O anti-imperialismo na América Latina
A aplicação do neoliberalismo na América Latina, conduzida pelo imperialismo estadunidense em parceria com grupos oligárquicos internos, implicou no retardamento das revoluções burguesas e na eliminação de indispensáveis mecanismos de autodeterminação nacional.
A sustentação de âncora cambial no Brasil e sobretudo na Argentina (currency board) gerou graves déficits comerciais, fragilizou edifícios fabris e elevou a pobreza a níveis alarmantes, enquanto o Equador perdeu seu principal mecanismo de promoção de exportações e defesa aduaneira (moeda) ao ter sua economia dolarizada no ano 2000. Predatórias privatizações de setores ligados à segurança nacional ocorreram por todo o continente (PDVSA-Venezuela, YPF-Argentina, Usiminas/Vale-Brasil, Comibol-Bolívia, etc) provocando maior concentração das riquezas nacionais, que deixaram de ser aplicadas em fomento produtivo e infra-estruturas (nós-de-estrangulamento) e passaram a ser destinadas ao pagamento de abusivos juros de dívidas públicas e à manutenção de currais eleitorais, que nada mais são que uma das expressões políticas do feudalismo latino-americano.
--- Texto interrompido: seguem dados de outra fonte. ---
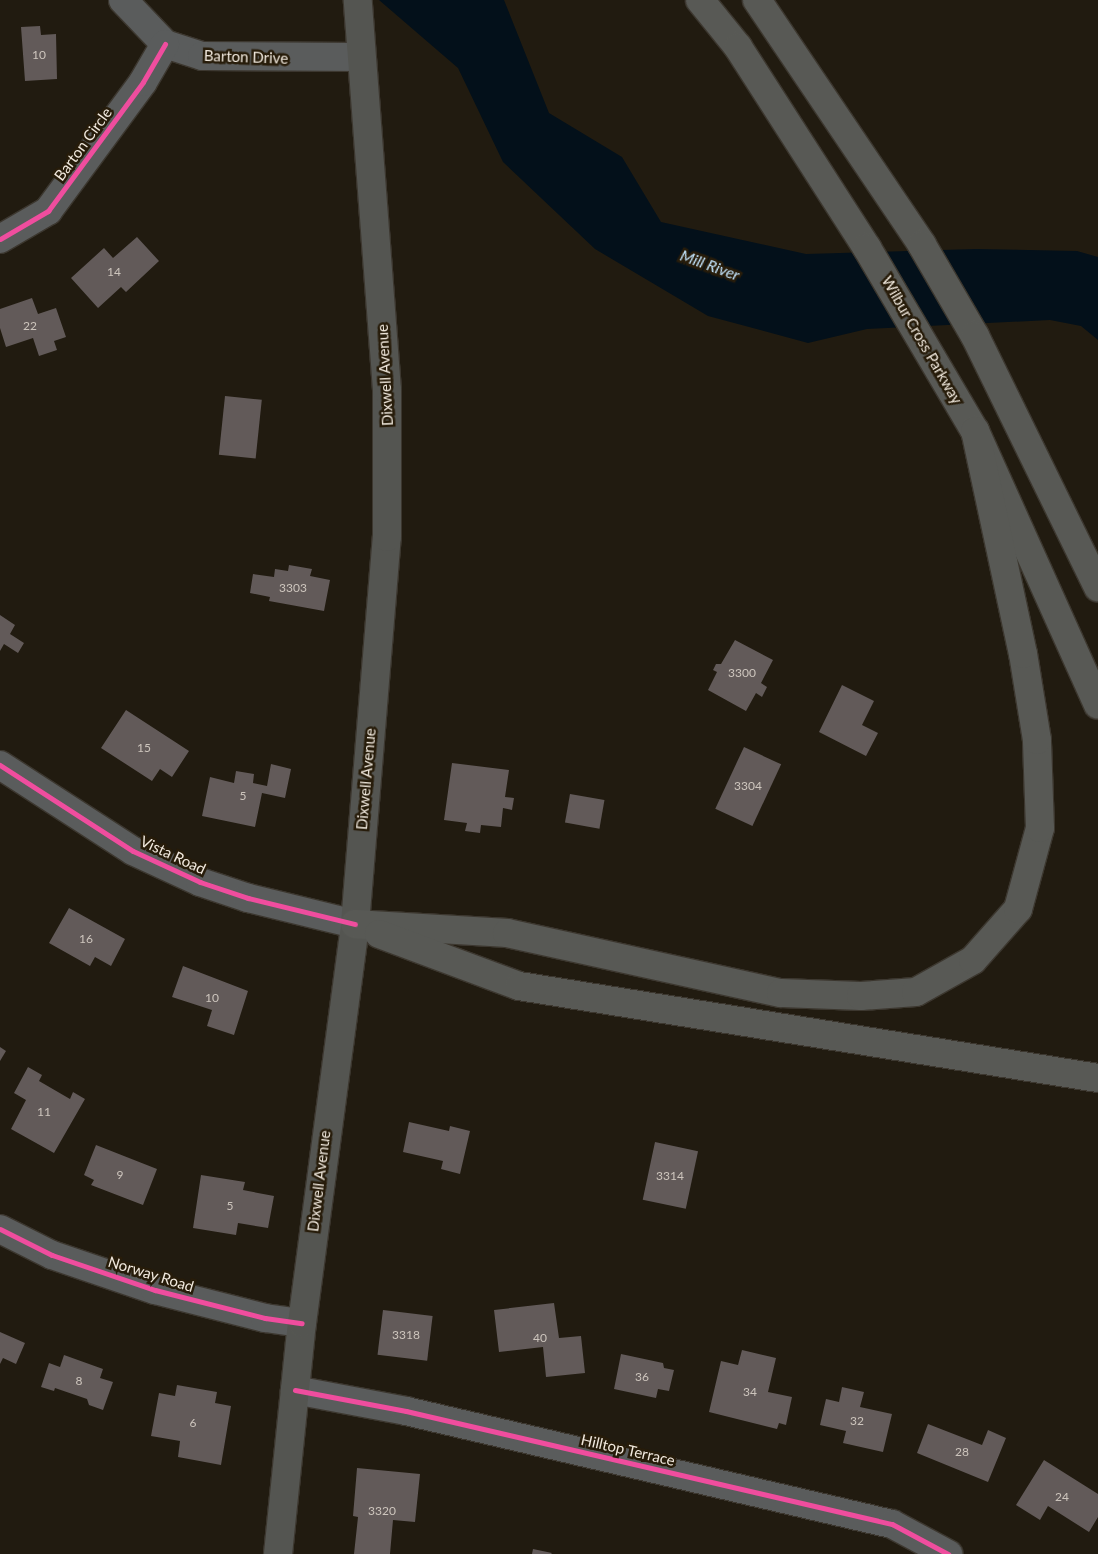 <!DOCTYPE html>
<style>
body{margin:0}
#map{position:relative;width:1098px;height:1554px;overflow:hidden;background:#211b10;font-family:Lato,sans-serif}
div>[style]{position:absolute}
.water>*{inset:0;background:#03101a}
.building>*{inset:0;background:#625a59;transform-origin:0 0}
.roads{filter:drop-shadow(1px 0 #3c372f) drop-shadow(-1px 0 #3c372f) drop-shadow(0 1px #3c372f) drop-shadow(0 -1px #3c372f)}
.street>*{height:28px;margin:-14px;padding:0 14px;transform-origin:14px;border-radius:14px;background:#5a5c5c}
.secondary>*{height:28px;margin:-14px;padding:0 14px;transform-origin:14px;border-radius:14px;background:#545551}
.highway>*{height:28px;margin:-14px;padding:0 14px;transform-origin:14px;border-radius:14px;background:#585955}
.cycleway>*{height:5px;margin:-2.5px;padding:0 2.5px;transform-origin:2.5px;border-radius:2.5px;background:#ef4d9e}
span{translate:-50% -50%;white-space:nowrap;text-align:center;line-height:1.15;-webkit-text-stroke:5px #271c0a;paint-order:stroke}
.number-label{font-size:12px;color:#cdc5bd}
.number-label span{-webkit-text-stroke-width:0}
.street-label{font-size:15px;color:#f1e9de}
.water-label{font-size:16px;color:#c2e3fb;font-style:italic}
</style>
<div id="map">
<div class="water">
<div style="clip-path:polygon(379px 0,504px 0,549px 113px,622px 157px,661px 222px,806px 254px,976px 249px,1077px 251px,1098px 257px,1098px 340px,1081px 326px,1050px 320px,867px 329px,808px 343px,708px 316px,595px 249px,503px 162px,458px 68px)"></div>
</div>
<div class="building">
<div style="clip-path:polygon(40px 26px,41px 35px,56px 34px,57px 79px,25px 81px,21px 27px)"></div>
<div style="clip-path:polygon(137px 237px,159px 261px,126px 292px,121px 287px,98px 308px,71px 278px,104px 248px,113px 258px)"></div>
<div style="clip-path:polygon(32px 298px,38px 314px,56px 308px,66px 337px,54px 341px,57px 350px,39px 356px,33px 338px,6px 347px,0 328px,0 309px)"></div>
<div style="left:225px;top:396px;width:37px;height:59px;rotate:6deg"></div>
<div style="clip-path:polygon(289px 565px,312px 569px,310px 576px,330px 580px,324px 611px,269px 601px,270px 597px,250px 593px,253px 574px,274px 577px,275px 569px,288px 571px)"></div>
<div style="clip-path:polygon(0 615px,15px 625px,10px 634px,24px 643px,18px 653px,4px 644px,0 651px)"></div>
<div style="clip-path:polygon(735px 640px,773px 660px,761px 683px,767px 687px,762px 697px,756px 693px,746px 711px,708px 690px,717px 672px,713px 670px,716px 664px,721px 664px)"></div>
<div style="clip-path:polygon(842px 685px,874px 701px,862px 725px,878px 733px,866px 756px,819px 732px)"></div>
<div style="clip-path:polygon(126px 710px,189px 751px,172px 777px,160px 769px,152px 781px,101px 748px)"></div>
<div style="left:744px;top:747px;width:41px;height:68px;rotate:25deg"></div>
<div style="clip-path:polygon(452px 763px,509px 770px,505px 797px,514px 798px,512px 810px,503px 808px,501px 827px,481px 825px,480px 833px,465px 831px,467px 823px,444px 820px)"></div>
<div style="clip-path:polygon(271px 764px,291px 769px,285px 798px,262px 793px,255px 827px,202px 816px,210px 777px,234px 783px,236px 771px,254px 774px,253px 783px,267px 786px)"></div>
<div style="left:570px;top:794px;width:35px;height:29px;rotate:10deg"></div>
<div style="clip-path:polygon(69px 908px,125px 939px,111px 966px,95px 957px,90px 966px,49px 943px)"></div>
<div style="clip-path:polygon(183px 966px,248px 991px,234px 1035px,207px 1026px,212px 1010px,172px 997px)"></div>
<div style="clip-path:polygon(0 1047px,6px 1051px,0 1061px)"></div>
<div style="clip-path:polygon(28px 1067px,42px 1075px,39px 1081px,70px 1099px,73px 1092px,85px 1099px,54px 1153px,11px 1129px,26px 1100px,14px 1093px)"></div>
<div style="clip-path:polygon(409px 1122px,449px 1131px,450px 1126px,470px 1131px,460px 1174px,441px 1169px,443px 1161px,403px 1152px)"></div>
<div style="left:655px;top:1142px;width:44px;height:59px;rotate:12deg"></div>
<div style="clip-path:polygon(96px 1145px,157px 1169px,143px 1205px,91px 1185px,94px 1180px,84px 1175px)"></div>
<div style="clip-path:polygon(201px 1175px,245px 1182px,243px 1190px,274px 1196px,268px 1228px,238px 1223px,236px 1235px,193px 1228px)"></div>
<div style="clip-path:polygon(554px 1303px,559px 1338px,581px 1336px,585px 1373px,546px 1377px,543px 1347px,499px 1352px,494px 1310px)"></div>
<div style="left:383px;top:1310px;width:50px;height:45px;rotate:7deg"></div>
<div style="clip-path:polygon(0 1332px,25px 1343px,16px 1364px,3px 1358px,0 1364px)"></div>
<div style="clip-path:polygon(742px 1350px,776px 1358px,768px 1392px,792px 1397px,786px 1425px,779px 1423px,777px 1429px,709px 1412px,721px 1361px,738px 1365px)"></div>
<div style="clip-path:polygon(621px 1354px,663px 1363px,664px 1368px,674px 1370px,669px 1391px,658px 1389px,656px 1398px,614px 1389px)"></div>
<div style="clip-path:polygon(64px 1355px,103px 1369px,100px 1378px,113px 1382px,103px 1410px,89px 1405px,87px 1399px,55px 1388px,54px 1391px,41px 1387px,49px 1363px,60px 1367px)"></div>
<div style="clip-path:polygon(177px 1385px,217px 1392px,215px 1403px,231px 1406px,221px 1465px,178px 1457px,180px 1441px,151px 1436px,159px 1393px,175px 1396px)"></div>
<div style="clip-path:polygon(842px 1387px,864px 1392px,860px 1407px,892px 1414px,883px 1452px,843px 1443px,846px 1431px,820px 1425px,826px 1399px,839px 1402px)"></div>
<div style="clip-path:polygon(928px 1424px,982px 1445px,988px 1430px,1006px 1438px,988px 1482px,917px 1453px)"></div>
<div style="clip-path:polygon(1044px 1460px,1098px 1494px,1098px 1517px,1089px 1532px,1048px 1506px,1040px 1520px,1016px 1505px)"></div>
<div style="clip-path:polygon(357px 1468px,420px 1474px,415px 1522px,393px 1520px,390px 1554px,354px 1554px,358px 1517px,353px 1516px)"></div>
<div style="clip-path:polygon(533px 1549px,552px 1553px,551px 1554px,532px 1554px)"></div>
</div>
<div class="roads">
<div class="street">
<div style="left:123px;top:0;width:61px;rotate:46.3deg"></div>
<div style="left:165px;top:44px;width:39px;rotate:18deg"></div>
<div style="left:202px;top:56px;width:158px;rotate:0.4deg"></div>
<div style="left:0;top:239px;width:56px;rotate:-30.3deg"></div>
<div style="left:48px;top:211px;width:160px;rotate:-53.6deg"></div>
<div style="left:143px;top:82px;width:44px;rotate:-59.9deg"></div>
<div style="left:0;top:765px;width:158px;rotate:32.9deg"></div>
<div style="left:133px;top:851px;width:74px;rotate:24.8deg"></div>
<div style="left:200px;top:882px;width:51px;rotate:18.4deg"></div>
<div style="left:248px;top:898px;width:110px;rotate:13.7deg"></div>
<div style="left:0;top:1229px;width:58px;rotate:26.6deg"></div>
<div style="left:52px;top:1255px;width:109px;rotate:18.8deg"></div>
<div style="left:155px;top:1290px;width:114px;rotate:14.3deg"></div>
<div style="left:265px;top:1318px;width:37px;rotate:8deg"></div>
<div style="left:295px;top:1390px;width:113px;rotate:10.7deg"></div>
<div style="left:406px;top:1411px;width:499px;rotate:13.1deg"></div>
<div style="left:892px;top:1524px;width:64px;rotate:28.2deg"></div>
</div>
<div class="secondary">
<div style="left:278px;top:1554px;width:232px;rotate:-84.1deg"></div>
<div style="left:302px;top:1323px;width:403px;rotate:-82.4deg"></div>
<div style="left:355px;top:924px;width:388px;rotate:-85.3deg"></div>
<div style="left:387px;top:537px;width:147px;rotate:-90deg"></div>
<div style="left:387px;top:390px;width:391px;rotate:-94.3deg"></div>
</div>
<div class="highway">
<div style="left:700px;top:0;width:60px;rotate:51deg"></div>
<div style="left:738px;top:47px;width:239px;rotate:57.3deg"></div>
<div style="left:867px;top:248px;width:212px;rotate:59.5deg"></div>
<div style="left:975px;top:431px;width:300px;rotate:65.8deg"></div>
<div style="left:757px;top:0;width:295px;rotate:56deg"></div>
<div style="left:922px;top:245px;width:105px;rotate:59.8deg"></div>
<div style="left:975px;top:336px;width:280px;rotate:63.9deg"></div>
<div style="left:355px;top:924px;width:152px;rotate:3.4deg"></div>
<div style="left:507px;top:933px;width:280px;rotate:12.4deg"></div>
<div style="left:781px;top:993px;width:80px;rotate:2.1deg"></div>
<div style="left:861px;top:996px;width:55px;rotate:-4.2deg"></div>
<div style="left:916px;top:992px;width:65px;rotate:-29.3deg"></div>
<div style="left:973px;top:960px;width:68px;rotate:-48.6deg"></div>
<div style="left:1018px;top:909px;width:84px;rotate:-74.8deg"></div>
<div style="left:1040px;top:828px;width:88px;rotate:-92deg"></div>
<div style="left:1037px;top:740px;width:87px;rotate:-99.2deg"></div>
<div style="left:1023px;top:654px;width:228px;rotate:-102.1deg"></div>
<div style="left:379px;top:934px;width:149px;rotate:20.4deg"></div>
<div style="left:519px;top:986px;width:586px;rotate:9.03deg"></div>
</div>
</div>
<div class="cycleway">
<div style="left:0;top:239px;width:56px;rotate:-30.3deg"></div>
<div style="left:48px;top:211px;width:160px;rotate:-53.6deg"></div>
<div style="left:143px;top:82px;width:44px;rotate:-59.9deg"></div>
<div style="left:0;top:765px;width:158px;rotate:32.9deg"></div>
<div style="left:133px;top:851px;width:74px;rotate:24.8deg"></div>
<div style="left:200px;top:882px;width:51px;rotate:18.4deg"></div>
<div style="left:248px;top:898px;width:110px;rotate:13.7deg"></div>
<div style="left:0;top:1229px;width:58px;rotate:26.6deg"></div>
<div style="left:52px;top:1255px;width:109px;rotate:18.8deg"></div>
<div style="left:155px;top:1290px;width:114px;rotate:14.3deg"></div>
<div style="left:265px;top:1318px;width:37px;rotate:8deg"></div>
<div style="left:295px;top:1390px;width:113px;rotate:10.7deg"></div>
<div style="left:406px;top:1411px;width:499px;rotate:13.1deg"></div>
<div style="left:892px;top:1524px;width:64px;rotate:28.2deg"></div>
</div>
<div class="number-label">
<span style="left:39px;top:55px">10</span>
<span style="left:114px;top:272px">14</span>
<span style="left:30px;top:326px">22</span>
<span style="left:293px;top:588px">3303</span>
<span style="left:742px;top:673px">3300</span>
<span style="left:144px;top:748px">15</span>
<span style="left:748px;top:786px">3304</span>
<span style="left:243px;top:796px">5</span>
<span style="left:86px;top:939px">16</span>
<span style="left:212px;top:998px">10</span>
<span style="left:44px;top:1112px">11</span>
<span style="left:120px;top:1175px">9</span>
<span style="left:670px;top:1176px">3314</span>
<span style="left:230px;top:1206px">5</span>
<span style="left:406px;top:1335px">3318</span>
<span style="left:540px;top:1338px">40</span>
<span style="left:642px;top:1377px">36</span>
<span style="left:79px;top:1381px">8</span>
<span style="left:750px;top:1392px">34</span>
<span style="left:857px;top:1421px">32</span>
<span style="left:193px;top:1423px">6</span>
<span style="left:962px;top:1452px">28</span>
<span style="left:1062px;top:1497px">24</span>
<span style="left:382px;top:1511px">3320</span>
</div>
<div class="street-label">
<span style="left:246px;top:57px;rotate:2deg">Barton Drive</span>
<span style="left:83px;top:144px;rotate:-54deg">Barton Circle</span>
<span style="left:922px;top:340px;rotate:60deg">Wilbur Cross Parkway</span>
<span style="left:385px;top:375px;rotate:-93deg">Dixwell Avenue</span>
<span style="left:366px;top:779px;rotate:-85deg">Dixwell Avenue</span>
<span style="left:173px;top:855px;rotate:25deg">Vista Road</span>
<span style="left:319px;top:1181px;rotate:-83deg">Dixwell Avenue</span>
<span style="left:151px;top:1274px;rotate:17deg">Norway Road</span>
<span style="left:628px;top:1450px;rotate:13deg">Hilltop Terrace</span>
</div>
<div class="water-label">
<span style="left:710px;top:265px;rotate:20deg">Mill River</span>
</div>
</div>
No Chile, embora diretrizes neoliberais tenham sido adotadas em parte do regime Pinochet e posteriormente na década de 1990, importa destacar que sólidas instituições do período Frei-Allende como a Codelco mantiveram sua condição, garantindo movimentações políticas menos abruptas, não obstante as aguerridas mobilizações de segmentos como o movimento estudantil.
Em outros casos, de Brasil e Argentina, a resposta ao período de deterioração nacional foi a ascensão de blocos políticos desenvolvimentistas que abandonaram diretrizes anteriores e conquistaram maiores taxas de crescimento econômico. A positiva radicalidade dos argentinos não se apresentou em igual medida no Brasil, que apesar dos avanços (BNDES, PAC, etc) não modificou sua política cambial desindustrializante e nem promoveu grandes reformas constitucionais (imprensa, judiciário, etc).
Em Venezuela, Bolívia, Equador e Nicarágua, países de menor complexidade econômica, os novos governos estão construindo processos de democracia direta (comunas, plurinacionalismo, etc) que além de garantirem reformas burguesas inconclusas (agrária, trabalhista, etc) apontam para possibilidades de construção de novos sistemas socialistas, visto que se processa a modificação do regime de propriedade e o controle popular dos meios de produção fundamentais.
Não obstante as conquistas angariadas, é mister destacar que o imperialismo e seus aliados continuam representando sério risco aos projetos nacionais de desenvolvimento em curso no continente. Além de permanecerem constituindo oposição eleitoral, mesmo que fragilizada em alguns casos, sua atuação ainda é perene nos judiciários e nos grandes veículos de comunicação tonificados pelas ditaduras militares do último quartel do século XX. Isso sem mencionar as intervenções diretas contra as vitórias eleitorais de Honduras e Paraguai e a manutenção de vergonhoso bloqueio contra Cuba.
A garantia de respaldo popular para o aprofundamento dos processos em curso em grande medida será derivada da obtenção de altas taxas de crescimento dos produtos internos brutos acompanhada de mais complexas substituições de importações e da continua aplicação dos dividendos oriundos das exportações de commodities (encarecidas por financeirização e dilatação da demanda chinesa) em programas sociais. Essa complexa continuidade, entretanto, exigirá simultaneamente a utilização das capacidades ociosas nacionais, explorando o potencial empresarial existente, e o alijamento das agremiações pró-imperialistas dos núcleos institucionais de poder.
O Brasil, com a árdua tarefa de constituir um capitalismo financeiro nacional, reúne condições para figurar como líder do processo de integração continental, mantendo apoio a construção de infra-estruturas como a Rodovia Panamericana no Peru e as linhas metroviárias de Caracas e Panamá, ampliando as ligações de seu mercado interno com os produtores latino-americanos e ofertando sustentação política aos governos progressistas como vem fazendo desde a gestão Lula.
Lucas Ferreira é Dirigente Estadual do PCdoB-SC, graduado em Geografia pela Universidade do Estado de Santa Catarina (UDESC) e mestrando em Geografia Humana pela Universidade de São Paulo (USP).